Thursday 25 February 2010

Human Interest Story

This is a bit off my usual blogometer, but give me patience as I adjust to my new job, please thank you.

At work I'm going to be working on a project involving older people and social inclusion. It is a serious and compelling issue and I'm excited to be a part of it. I've worked with a government programme for older people before, and I was on the front line, speaking to (and hopefully helping) people, so I know how confusing new services and processes can be for this demographic.

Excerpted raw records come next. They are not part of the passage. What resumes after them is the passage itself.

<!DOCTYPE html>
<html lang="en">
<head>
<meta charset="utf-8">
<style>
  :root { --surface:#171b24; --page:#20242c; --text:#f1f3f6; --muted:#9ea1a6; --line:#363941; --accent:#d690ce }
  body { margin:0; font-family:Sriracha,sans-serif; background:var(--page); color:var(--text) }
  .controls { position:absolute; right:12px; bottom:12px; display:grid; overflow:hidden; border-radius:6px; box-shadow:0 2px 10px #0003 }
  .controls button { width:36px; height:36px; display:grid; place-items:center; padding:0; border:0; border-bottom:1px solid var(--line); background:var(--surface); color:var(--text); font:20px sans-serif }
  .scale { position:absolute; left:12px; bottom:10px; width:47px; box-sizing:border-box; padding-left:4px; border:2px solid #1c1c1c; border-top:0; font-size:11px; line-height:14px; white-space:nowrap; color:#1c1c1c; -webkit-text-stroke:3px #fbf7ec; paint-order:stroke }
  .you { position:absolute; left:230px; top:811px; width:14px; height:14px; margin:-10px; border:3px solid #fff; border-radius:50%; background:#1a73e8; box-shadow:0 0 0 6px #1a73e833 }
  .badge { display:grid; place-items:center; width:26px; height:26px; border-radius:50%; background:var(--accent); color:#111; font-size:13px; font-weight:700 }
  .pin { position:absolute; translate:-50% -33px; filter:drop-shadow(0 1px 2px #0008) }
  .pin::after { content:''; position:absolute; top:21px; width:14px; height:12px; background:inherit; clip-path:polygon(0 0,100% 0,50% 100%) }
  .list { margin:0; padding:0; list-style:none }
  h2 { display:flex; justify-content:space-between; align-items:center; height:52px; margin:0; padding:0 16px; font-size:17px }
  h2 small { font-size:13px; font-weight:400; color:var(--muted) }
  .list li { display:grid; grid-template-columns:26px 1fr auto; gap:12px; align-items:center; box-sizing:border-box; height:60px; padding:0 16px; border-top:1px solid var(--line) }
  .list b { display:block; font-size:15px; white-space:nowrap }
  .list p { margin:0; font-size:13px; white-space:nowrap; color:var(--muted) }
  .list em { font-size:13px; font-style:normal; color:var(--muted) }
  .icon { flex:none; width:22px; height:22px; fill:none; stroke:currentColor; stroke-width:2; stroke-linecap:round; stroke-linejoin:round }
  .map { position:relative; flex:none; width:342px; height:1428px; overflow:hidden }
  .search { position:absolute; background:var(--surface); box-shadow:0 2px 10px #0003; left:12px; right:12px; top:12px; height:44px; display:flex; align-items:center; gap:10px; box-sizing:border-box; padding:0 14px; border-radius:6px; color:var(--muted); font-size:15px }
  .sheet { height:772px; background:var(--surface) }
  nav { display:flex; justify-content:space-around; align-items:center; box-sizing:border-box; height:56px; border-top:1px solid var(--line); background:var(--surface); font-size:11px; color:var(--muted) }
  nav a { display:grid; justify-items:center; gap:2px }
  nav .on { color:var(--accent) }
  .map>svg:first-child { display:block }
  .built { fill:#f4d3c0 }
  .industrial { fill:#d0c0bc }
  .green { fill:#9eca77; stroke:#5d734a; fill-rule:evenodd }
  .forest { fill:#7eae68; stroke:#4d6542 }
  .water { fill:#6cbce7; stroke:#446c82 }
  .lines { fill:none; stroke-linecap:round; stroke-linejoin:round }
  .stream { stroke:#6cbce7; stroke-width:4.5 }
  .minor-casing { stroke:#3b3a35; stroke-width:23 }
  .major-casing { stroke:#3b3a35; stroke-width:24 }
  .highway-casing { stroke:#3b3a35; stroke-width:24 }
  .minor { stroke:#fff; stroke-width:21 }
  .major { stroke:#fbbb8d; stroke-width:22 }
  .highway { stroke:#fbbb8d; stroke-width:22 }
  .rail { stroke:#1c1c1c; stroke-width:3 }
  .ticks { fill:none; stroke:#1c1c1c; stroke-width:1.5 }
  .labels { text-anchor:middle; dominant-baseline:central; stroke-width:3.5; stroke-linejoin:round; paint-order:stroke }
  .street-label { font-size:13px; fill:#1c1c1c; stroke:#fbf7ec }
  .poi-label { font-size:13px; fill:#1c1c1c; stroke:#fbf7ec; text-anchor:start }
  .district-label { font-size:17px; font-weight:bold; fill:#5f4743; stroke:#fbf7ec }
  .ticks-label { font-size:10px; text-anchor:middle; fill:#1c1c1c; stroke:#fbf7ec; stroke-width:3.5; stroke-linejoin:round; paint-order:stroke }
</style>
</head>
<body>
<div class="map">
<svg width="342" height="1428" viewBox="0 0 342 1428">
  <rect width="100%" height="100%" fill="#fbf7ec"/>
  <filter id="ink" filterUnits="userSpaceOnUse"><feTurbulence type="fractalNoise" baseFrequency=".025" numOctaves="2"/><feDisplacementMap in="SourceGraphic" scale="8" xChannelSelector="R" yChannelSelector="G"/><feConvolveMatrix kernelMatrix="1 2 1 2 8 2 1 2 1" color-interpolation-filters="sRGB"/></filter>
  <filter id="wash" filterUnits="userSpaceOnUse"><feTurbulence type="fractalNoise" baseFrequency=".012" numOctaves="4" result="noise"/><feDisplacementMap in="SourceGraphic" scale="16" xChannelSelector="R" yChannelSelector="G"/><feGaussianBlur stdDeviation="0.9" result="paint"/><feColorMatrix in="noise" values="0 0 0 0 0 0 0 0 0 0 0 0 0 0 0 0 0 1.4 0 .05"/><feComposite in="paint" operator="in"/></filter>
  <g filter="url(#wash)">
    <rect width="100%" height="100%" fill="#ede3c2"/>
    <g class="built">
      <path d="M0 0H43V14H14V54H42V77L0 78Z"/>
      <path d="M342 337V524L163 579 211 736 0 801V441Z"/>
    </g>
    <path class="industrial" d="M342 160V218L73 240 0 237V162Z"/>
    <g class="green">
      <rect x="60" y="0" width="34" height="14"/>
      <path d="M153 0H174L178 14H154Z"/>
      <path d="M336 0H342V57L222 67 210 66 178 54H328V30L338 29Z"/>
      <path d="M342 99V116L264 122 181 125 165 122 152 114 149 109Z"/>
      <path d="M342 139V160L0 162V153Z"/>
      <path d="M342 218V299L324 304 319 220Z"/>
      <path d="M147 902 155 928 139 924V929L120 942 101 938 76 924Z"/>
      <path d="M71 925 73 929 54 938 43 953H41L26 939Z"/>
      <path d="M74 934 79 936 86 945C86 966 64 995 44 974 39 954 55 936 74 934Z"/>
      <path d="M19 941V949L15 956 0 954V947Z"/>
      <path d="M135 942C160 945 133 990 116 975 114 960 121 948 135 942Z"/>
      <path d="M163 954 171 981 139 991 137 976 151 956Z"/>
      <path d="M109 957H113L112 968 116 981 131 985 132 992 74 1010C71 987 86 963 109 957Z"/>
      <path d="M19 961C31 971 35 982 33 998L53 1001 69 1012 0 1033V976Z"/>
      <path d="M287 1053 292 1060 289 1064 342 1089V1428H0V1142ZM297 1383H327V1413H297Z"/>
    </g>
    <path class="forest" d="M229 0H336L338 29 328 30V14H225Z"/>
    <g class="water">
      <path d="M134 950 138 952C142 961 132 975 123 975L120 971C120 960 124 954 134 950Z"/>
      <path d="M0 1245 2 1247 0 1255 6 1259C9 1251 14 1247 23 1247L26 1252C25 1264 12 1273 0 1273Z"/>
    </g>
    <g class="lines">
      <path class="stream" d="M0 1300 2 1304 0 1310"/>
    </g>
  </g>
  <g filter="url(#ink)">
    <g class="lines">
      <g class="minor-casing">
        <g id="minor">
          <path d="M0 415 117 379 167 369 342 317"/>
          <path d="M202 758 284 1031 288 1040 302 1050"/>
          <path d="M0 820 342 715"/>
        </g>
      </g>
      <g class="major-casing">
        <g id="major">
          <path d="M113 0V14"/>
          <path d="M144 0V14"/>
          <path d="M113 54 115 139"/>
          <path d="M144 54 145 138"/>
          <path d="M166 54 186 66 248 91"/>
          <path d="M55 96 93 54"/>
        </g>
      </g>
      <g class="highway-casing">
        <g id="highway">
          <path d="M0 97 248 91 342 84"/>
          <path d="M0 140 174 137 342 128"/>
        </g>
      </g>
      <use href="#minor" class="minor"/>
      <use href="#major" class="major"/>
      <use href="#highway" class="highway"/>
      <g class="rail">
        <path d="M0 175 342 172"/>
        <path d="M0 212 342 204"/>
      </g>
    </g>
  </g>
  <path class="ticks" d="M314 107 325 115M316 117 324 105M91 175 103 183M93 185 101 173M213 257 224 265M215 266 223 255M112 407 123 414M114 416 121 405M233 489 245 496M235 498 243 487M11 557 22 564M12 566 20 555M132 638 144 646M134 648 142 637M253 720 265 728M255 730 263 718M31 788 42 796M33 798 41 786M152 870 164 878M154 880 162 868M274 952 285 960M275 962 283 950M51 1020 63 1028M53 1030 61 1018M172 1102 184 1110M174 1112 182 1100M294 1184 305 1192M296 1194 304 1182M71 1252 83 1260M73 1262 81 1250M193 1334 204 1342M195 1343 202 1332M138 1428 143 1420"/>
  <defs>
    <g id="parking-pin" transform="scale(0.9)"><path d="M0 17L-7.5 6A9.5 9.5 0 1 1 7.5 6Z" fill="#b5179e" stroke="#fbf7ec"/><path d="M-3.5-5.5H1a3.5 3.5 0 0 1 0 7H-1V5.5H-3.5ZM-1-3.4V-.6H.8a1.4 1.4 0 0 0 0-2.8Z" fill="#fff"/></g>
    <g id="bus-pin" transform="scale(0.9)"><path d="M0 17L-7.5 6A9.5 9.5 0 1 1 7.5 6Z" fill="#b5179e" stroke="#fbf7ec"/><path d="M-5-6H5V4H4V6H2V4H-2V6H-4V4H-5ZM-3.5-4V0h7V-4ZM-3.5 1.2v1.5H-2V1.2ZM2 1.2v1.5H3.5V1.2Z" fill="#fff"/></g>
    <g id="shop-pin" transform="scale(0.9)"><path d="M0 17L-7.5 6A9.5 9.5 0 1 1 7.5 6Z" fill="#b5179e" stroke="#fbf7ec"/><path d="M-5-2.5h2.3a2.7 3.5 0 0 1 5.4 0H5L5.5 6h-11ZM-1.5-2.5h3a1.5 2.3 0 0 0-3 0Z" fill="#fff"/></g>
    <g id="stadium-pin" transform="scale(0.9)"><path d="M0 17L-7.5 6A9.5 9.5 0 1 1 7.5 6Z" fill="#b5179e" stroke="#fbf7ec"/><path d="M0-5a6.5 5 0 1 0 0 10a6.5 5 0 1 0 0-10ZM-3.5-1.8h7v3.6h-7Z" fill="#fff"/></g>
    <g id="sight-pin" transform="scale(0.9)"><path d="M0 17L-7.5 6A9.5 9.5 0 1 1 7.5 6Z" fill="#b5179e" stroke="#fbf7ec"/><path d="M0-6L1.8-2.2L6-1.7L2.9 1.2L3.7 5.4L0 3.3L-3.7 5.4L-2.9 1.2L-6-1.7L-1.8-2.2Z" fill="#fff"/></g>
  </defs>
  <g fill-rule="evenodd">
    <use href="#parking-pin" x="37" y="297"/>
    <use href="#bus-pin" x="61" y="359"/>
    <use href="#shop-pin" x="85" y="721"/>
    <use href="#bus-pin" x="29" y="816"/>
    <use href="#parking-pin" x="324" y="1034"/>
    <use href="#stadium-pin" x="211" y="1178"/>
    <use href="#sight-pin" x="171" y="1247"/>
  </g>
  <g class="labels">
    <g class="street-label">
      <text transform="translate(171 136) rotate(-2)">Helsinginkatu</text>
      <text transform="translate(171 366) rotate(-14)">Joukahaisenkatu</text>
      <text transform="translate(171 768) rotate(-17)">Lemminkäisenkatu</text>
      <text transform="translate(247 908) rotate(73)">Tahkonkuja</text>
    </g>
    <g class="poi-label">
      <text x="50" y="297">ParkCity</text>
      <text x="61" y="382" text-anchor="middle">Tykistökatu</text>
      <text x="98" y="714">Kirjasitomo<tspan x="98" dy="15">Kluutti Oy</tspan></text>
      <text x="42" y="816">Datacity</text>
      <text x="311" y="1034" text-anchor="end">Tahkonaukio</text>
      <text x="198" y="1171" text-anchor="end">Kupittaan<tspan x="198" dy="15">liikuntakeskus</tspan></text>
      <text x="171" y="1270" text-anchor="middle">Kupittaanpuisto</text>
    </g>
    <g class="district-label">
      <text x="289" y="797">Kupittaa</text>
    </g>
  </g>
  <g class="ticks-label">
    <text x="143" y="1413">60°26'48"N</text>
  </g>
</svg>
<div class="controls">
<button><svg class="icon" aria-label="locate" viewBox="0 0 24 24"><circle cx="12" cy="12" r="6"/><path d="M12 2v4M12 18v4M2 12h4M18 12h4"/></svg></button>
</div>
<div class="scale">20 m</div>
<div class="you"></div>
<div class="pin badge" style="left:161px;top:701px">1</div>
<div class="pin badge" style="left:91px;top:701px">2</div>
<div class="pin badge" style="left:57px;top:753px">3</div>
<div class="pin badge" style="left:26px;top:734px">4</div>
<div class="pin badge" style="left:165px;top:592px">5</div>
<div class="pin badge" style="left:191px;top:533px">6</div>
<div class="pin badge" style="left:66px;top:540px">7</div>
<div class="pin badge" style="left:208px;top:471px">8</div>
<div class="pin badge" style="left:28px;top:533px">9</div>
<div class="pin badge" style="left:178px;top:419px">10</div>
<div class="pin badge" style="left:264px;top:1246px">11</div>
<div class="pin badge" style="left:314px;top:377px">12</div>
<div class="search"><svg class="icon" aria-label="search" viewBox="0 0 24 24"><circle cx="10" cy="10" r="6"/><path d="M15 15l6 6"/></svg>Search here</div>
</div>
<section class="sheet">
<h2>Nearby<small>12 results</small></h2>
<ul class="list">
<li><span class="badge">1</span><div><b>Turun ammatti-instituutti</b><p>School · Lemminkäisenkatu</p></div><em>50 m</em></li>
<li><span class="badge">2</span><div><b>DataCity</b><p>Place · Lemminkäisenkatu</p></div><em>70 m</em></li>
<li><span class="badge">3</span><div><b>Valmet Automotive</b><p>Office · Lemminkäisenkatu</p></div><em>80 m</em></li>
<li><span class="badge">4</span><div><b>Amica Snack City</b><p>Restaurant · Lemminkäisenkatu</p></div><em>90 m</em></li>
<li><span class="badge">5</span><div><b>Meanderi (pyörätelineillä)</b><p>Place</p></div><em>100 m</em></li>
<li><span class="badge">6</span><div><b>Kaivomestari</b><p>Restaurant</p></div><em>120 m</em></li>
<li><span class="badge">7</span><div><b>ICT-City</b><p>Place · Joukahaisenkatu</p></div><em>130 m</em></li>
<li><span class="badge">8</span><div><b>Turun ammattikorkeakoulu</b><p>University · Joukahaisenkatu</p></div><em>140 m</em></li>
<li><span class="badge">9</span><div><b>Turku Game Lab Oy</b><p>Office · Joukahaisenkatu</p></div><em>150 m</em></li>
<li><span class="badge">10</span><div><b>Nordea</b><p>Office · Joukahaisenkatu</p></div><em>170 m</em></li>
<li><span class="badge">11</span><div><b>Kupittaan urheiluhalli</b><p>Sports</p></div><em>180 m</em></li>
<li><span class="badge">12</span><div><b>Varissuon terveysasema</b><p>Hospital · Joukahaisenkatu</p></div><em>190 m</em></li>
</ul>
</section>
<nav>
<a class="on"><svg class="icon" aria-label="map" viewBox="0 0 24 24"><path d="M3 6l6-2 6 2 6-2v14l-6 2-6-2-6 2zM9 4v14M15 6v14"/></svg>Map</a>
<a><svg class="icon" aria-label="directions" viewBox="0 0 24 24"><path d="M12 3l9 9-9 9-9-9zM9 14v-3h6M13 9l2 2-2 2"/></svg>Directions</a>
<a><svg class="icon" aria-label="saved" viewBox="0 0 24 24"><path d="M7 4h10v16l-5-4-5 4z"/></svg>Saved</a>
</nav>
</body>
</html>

I also understand a little about the loneliness that older people can feel as well. I remember reading an article (I will find and link it) about a man who put an ad in the local paper offering to pay £7 an hour for people to go for a pint with his father. It was a sad and touching story, reflective of our modern lives - the adults who are too far away or too busy to care for their parents, the longer periods of retirement as average life expectancies increase with each year that pass, and the need for companionship. The point that the article made was that older people often don't need someone to do something with - there are SAGA holidays and local meetings and other such events where people of similar age group can do activities together. No, it is the moments of doing nothing that are the loneliest. People don't need someone to do something with, they need someone to do nothing with.

It is this weird place that I find myself too. I can spend hours talking to my partner on Skype or on webcam or on the phone, but there are times for conversation and there are times when I'd rather just sit and be in a room with him, silently co-existing. People ask if I miss him. I say I don't miss him when I am busy doing things, it is when I am doing nothing that I would like to be doing nothing with him.